**Task goal**
The expected output is a verbatim reprint of the lines from the beginning of the data that follows through the line that contains "Describe this map".

▬▬▬▬▬▬▬▬▬▬

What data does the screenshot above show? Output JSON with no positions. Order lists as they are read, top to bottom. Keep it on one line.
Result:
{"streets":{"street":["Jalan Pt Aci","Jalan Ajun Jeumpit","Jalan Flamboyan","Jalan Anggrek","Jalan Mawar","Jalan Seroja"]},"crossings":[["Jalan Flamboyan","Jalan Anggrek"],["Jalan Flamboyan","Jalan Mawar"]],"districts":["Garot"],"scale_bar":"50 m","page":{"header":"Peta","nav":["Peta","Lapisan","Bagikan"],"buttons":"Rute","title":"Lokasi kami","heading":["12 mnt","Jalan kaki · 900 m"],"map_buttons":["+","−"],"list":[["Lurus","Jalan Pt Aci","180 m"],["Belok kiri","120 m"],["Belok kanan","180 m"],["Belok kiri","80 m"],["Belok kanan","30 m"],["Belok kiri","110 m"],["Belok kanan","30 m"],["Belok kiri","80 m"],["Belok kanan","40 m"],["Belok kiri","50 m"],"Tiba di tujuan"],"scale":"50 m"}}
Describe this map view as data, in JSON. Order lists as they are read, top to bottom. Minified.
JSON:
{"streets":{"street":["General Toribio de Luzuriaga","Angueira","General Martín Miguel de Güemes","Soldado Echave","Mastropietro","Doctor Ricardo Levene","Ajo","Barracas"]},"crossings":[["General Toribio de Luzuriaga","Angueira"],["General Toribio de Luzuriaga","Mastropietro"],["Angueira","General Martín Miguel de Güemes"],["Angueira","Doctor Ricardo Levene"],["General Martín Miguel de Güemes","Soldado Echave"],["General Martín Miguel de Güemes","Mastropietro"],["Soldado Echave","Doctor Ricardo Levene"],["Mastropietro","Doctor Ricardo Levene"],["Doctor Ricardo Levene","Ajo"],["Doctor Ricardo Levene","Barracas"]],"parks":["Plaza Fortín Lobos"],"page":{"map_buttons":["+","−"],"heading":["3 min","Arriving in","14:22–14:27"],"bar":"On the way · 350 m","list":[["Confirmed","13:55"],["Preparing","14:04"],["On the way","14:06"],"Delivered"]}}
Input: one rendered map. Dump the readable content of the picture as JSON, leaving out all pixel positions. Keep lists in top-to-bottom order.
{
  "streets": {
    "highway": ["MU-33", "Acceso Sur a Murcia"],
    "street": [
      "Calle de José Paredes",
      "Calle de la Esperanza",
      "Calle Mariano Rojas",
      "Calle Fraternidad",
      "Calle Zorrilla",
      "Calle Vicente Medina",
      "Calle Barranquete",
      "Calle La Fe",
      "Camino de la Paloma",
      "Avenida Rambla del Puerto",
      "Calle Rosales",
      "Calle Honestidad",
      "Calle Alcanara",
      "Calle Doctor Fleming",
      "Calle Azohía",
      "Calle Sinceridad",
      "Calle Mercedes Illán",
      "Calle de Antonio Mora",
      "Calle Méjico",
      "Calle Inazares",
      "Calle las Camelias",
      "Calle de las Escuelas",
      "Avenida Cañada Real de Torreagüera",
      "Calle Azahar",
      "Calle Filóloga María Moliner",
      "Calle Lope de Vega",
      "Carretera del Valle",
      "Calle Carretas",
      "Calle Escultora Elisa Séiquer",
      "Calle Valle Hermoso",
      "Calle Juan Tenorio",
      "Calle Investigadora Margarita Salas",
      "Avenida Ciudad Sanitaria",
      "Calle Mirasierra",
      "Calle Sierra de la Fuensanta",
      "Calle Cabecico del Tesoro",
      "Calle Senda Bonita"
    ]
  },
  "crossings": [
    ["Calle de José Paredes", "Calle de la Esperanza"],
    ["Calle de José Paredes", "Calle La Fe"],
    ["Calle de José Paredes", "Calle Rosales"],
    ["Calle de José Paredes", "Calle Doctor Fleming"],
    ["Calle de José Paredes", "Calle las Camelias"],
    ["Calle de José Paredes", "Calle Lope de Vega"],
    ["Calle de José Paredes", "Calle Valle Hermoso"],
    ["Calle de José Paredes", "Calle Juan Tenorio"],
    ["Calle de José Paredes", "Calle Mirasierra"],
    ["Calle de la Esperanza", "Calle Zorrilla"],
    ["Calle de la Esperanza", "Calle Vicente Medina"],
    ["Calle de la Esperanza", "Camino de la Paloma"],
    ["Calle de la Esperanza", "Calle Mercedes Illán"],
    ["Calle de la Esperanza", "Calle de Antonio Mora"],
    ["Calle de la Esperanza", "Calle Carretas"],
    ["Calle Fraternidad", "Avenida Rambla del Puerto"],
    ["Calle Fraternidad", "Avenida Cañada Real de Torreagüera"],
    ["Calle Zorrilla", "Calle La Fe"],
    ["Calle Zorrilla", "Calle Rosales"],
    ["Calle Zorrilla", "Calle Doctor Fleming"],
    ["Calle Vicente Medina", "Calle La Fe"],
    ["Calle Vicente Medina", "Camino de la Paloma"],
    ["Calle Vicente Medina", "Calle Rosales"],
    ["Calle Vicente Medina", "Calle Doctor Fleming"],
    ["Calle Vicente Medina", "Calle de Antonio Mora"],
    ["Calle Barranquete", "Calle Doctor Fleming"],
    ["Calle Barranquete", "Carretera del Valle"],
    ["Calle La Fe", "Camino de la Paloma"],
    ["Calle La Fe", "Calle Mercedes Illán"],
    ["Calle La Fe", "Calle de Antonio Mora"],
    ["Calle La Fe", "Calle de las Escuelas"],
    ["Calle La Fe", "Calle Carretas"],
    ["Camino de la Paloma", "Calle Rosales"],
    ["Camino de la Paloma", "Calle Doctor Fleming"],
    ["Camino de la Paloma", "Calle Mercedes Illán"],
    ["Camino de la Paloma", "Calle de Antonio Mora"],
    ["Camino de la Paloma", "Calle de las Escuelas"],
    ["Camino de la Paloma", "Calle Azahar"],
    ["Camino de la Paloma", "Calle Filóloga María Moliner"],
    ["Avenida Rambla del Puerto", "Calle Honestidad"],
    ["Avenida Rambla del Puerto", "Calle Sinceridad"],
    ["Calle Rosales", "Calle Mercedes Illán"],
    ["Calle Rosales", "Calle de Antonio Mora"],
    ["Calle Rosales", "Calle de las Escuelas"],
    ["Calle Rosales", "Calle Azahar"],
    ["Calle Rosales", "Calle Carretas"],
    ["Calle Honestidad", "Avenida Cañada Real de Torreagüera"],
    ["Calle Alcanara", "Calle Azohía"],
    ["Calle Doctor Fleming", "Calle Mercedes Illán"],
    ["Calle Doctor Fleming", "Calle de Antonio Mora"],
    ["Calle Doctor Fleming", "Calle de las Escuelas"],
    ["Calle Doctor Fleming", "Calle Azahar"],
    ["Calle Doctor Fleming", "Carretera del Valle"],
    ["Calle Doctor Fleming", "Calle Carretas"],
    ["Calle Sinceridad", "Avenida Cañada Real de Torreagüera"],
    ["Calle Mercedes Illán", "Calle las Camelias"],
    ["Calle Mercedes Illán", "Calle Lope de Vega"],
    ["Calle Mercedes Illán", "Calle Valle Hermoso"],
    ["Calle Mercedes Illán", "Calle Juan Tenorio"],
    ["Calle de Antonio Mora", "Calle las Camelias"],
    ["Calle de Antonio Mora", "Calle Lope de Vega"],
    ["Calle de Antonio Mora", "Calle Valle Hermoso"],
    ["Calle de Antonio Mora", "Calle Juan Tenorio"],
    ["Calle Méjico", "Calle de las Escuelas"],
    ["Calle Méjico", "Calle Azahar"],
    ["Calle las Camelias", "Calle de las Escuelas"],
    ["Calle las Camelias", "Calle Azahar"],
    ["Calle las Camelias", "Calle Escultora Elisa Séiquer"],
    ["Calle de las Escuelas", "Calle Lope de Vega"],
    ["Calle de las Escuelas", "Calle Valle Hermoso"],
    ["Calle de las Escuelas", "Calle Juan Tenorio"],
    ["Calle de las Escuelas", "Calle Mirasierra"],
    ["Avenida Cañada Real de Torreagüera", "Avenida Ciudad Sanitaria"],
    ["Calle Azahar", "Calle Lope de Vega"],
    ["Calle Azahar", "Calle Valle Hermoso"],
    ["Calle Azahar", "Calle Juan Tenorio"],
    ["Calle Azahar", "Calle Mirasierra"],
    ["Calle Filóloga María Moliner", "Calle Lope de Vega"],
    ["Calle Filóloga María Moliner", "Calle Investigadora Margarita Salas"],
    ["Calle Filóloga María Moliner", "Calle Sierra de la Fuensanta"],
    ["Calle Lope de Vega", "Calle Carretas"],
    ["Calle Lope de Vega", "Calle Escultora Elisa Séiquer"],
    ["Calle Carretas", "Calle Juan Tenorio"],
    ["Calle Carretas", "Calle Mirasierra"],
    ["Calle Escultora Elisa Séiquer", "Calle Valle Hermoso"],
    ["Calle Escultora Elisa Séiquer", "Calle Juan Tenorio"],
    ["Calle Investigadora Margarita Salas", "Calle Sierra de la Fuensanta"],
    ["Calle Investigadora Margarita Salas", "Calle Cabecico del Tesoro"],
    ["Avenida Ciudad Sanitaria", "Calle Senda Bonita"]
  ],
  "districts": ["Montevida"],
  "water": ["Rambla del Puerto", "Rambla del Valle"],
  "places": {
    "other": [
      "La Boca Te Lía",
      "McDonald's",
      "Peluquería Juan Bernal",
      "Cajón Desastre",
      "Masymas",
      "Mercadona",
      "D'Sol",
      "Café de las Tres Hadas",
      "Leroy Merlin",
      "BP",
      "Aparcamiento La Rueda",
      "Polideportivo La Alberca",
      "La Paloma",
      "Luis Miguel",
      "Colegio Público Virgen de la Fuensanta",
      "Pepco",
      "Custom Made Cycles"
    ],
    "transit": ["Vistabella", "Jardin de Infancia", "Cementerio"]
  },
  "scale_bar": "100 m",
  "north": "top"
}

▬▬▬▬▬▬▬▬▬▬

**Output below**
What data does the screenshot above show? Output JSON with no positions. Order lists as they are read, top to bottom. Keep it on one line.
Result:
{"streets":{"street":["Jalan Pt Aci","Jalan Ajun Jeumpit","Jalan Flamboyan","Jalan Anggrek","Jalan Mawar","Jalan Seroja"]},"crossings":[["Jalan Flamboyan","Jalan Anggrek"],["Jalan Flamboyan","Jalan Mawar"]],"districts":["Garot"],"scale_bar":"50 m","page":{"header":"Peta","nav":["Peta","Lapisan","Bagikan"],"buttons":"Rute","title":"Lokasi kami","heading":["12 mnt","Jalan kaki · 900 m"],"map_buttons":["+","−"],"list":[["Lurus","Jalan Pt Aci","180 m"],["Belok kiri","120 m"],["Belok kanan","180 m"],["Belok kiri","80 m"],["Belok kanan","30 m"],["Belok kiri","110 m"],["Belok kanan","30 m"],["Belok kiri","80 m"],["Belok kanan","40 m"],["Belok kiri","50 m"],"Tiba di tujuan"],"scale":"50 m"}}
Describe this map view as data, in JSON. Order lists as they are read, top to bottom. Minified.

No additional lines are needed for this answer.